Stately Ceres Ruby (#CE0441) is a true red with a vibrant character. It holds its own as a focal accent, carrying visual weight without tipping into neon territory. Its HSL profile (342°, 96%, 41%) places it in the highly saturated band at a mid lightness. Best used in small doses, like logos, CTAs, focus rings, or highlight text, where its saturation becomes a feature rather than noise. For a confident two-color system, pair it with its complementary teal. For something softer, pull in its analogous neighbors on either side of the wheel.

HEX
#ce0441
RGB
rgb(206, 4, 65)
HSL
hsl(342, 96%, 41%)
HWB
hwb(342 2% 19%)
OKLCH
oklch(54.2% 0.215 16.3)
P3
color(display-p3 0.7405 0.1587 0.2689)
HSV
hsv(342, 98%, 81%)
LAB
lab(43.65% 69.36 25.77)
LCH
lch(43.65% 73.99 20.38)
CMYK
cmyk(0%, 98%, 68%, 19%)

Etymology

Stately
adjective

An adjectival form of state, condition of dignity. Used as a color modifier since the seventeenth century for the deep saturated jewel tones of formal ceremony — the deep blue of a robes-of-state, the deep red of a state-banquet velvet. Sits in the bold-and-formal corner alongside imperial and royal, with slightly less institutional weight.

Ceres
modifier

Latin Ceres, Roman-goddess-of-grain. As a color modifier, ceres implies a dwarf-planet-and-asteroid-belt-and-grain-goddess quality, the visual register of Ceres-dwarf-planet-and-asteroid-belt hand-dwarf-planet-and-asteroid-belt-and-grain-goddess Ceres-dwarf-planet-and-asteroid-belt-and-Dawn-mission ceres-and-dwarf-planet-and-asteroid-belt surfaces under Ceres-dwarf-planet-and-asteroid-belt-and-Dawn-mission inner-asteroid-belt-and-Occator-crater dwarf-planet-light. Sits at the modifier-and-cosmic end of the grid, parallel to vesta and pallas in usage.

Ruby
noun

From the Latin ruber — simply, red. The gemstone is a chromium-tinged corundum, harder than anything in nature except diamond, and so saturated that a fine Burmese pigeon's blood ruby at auction outpaces a comparable diamond by weight. The color borrows the gem's confidence: a clear, glassy red without the brown of garnet or the blue of crimson.

Closest matches

The nearest named color in three reference sources, ranked by perceptual distance (ΔE76 in CIELAB). ΔE < 1 is imperceptible to most viewers; ΔE > 10 is clearly different. When two sources point to the same hex they’re merged into one tile; click any to open that color’s page.

Variations

Click any swatch to explore

Harmonies

Accessibility

Color-vision simulation

How this color appears to viewers with the four major color-vision-deficiency types. Computed via the Machado (2009) physiologically-based model. If a tile matches the original, the color reads the same to that viewer.

#ce0441
Original
#524e41
Protanopia
#80743b
Deuteranopia
#e30026
Tritanopia
#333333
Achromatopsia
WCAG contrast

The color used as foreground text against pure white and pure black, with the contrast ratio and WCAG 2.1 grade. Aim for AA (4.5:1) for body text and AA Large (3:1) for 18 pt+ headlines; AAA (7:1) is the gold standard for long-form reading surfaces.

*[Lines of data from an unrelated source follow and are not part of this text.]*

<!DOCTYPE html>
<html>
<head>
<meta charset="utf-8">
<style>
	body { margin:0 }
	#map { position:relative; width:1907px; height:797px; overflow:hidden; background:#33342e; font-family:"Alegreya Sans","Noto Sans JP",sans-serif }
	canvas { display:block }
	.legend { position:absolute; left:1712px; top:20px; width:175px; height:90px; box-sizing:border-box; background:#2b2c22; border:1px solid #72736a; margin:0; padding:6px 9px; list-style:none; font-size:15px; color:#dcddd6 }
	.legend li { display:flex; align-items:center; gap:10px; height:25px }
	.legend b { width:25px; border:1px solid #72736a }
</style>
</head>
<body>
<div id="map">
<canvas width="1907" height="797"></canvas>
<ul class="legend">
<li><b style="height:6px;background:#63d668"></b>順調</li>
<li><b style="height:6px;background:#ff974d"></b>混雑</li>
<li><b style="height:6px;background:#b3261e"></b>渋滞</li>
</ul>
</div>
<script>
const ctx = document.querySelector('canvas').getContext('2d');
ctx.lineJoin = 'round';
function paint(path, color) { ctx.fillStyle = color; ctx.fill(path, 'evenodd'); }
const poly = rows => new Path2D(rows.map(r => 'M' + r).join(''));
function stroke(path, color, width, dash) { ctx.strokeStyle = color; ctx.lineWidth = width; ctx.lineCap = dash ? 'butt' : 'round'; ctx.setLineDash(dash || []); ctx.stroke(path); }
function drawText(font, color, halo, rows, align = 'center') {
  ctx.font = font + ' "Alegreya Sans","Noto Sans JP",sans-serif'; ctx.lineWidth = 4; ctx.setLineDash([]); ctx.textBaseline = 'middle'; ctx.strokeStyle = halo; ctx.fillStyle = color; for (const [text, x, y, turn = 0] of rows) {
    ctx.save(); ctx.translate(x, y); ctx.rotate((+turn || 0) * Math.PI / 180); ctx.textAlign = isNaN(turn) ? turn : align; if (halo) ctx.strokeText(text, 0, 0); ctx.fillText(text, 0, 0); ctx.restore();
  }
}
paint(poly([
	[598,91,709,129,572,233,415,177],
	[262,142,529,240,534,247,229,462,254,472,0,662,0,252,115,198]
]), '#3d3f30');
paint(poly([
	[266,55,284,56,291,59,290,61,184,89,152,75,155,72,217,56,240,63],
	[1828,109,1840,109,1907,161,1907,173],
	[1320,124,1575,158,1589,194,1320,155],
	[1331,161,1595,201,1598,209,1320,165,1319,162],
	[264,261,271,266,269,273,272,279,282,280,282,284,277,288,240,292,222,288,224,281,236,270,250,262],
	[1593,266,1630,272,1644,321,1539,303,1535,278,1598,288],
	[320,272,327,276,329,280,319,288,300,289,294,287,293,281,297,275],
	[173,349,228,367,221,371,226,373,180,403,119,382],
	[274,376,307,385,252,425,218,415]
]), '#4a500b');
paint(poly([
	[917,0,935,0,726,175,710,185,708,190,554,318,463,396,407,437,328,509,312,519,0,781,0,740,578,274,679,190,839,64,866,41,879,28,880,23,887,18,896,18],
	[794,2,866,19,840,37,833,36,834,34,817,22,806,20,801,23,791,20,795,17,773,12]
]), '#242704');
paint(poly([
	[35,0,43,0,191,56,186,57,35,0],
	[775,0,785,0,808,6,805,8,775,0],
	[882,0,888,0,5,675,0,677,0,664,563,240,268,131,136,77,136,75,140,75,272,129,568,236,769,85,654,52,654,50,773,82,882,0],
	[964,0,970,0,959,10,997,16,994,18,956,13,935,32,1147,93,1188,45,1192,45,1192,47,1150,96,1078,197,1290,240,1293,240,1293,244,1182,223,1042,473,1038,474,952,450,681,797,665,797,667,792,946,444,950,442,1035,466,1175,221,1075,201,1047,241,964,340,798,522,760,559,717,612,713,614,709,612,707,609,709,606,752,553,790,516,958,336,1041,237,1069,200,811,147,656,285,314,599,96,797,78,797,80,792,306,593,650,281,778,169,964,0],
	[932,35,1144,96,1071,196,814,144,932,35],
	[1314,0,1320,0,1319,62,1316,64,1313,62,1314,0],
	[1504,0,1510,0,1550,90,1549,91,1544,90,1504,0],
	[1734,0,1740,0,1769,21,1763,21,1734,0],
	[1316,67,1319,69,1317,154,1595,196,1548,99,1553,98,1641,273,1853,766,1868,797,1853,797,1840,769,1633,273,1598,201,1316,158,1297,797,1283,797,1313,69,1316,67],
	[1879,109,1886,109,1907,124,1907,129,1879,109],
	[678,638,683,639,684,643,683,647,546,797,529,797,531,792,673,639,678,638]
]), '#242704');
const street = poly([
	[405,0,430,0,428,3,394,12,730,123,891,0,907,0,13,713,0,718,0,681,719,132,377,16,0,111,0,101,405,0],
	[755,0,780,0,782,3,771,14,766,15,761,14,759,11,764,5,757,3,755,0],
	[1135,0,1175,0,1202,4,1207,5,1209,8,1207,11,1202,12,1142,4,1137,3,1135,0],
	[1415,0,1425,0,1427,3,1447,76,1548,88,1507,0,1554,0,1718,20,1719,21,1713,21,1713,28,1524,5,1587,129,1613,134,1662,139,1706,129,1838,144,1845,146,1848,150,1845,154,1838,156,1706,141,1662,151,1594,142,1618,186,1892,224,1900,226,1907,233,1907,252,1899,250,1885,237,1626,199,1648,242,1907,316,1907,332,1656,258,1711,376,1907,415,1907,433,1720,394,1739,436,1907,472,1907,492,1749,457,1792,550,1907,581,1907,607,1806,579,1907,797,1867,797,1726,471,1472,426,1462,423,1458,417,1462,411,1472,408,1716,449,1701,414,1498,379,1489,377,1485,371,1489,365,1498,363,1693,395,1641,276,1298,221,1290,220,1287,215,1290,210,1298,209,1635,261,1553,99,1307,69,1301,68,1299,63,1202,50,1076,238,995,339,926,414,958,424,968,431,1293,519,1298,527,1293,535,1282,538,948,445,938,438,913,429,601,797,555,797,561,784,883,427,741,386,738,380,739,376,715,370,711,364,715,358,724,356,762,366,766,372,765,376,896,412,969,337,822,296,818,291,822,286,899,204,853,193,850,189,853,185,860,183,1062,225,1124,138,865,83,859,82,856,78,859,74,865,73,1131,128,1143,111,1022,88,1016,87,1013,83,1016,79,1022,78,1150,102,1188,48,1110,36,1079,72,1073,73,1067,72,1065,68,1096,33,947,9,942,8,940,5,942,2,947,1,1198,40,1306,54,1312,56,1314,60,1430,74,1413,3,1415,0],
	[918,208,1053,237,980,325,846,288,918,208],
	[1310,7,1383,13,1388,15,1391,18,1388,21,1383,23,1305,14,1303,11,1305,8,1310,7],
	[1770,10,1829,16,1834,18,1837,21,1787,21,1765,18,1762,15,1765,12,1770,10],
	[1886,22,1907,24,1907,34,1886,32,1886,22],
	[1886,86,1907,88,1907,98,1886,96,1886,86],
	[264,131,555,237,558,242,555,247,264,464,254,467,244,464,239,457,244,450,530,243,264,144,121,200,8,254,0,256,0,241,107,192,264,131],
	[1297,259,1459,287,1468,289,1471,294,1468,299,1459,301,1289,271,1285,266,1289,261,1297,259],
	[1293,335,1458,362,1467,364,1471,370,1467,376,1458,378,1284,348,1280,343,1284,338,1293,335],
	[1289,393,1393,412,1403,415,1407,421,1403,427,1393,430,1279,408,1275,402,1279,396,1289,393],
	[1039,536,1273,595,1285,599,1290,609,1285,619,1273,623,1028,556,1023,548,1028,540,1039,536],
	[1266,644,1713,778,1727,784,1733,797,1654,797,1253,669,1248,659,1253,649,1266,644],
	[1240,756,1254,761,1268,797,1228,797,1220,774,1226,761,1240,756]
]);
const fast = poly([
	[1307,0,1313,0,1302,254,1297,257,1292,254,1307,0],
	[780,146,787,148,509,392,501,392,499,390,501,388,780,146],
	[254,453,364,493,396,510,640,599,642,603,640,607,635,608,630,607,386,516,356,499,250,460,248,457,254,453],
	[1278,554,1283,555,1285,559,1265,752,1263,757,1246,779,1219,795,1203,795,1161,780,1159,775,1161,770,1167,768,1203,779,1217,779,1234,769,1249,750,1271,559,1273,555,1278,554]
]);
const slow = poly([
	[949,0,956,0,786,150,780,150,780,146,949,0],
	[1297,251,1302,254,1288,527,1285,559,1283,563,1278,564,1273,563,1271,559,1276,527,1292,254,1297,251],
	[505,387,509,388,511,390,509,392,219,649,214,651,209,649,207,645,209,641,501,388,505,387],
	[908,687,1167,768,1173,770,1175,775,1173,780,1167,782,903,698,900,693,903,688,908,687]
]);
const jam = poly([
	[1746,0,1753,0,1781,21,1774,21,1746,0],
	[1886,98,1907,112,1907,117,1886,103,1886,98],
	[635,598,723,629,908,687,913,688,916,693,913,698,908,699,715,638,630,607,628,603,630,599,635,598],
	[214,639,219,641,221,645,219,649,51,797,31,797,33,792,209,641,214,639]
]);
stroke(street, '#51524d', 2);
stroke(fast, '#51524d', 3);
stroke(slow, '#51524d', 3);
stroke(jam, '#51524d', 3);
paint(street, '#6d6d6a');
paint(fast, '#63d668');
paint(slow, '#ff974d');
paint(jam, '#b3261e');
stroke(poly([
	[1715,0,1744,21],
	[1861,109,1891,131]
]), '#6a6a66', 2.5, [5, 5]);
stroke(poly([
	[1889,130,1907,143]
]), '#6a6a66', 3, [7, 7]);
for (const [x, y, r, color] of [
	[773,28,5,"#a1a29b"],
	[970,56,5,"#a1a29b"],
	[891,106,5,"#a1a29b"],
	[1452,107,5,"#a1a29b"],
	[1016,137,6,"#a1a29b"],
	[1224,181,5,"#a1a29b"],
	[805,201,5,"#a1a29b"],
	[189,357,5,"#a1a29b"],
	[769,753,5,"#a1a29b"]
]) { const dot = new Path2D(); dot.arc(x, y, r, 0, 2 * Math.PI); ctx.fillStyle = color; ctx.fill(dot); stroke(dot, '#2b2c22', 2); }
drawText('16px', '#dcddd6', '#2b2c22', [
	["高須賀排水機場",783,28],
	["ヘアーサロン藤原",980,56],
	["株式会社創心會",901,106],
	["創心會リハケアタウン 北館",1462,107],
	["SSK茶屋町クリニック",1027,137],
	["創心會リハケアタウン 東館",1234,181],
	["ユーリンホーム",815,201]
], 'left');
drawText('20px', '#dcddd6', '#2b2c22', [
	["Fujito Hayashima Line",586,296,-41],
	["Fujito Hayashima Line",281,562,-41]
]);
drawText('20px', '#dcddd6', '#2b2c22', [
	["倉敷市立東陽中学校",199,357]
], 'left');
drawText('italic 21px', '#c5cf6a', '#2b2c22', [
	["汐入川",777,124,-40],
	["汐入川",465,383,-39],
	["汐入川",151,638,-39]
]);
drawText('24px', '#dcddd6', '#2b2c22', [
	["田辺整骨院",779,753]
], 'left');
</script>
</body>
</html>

The quick brown foxSample body text at normal size. The wcag minimum for body contrast is 4.5:1 (AA) or 7:1 (AAA).
AAon White
5.65:1
The quick brown foxSample body text at normal size. The wcag minimum for body contrast is 4.5:1 (AA) or 7:1 (AAA).
AA Largeon Black
3.72:1

Wide gamut

Display P3 representation

The CSS Color 4 wide-gamut form of this color. Both swatches render the same color on every display — the P3 form only diverges from sRGB when a designer pushes channels outside sRGB's reach.

sRGB hex
sRGB hex
##CE0441
Display P3
Display P3
color(display-p3 0.7405 0.1587 0.2689)
P3 has visible headroomOKLCH chroma 0.215

This color is chromatic enough that authoring it as P3 native (instead of clamping to sRGB) gives a perceptibly more saturated render on wide-gamut displays — modern Macs, iPhones, iPads, and most recent OLED laptops.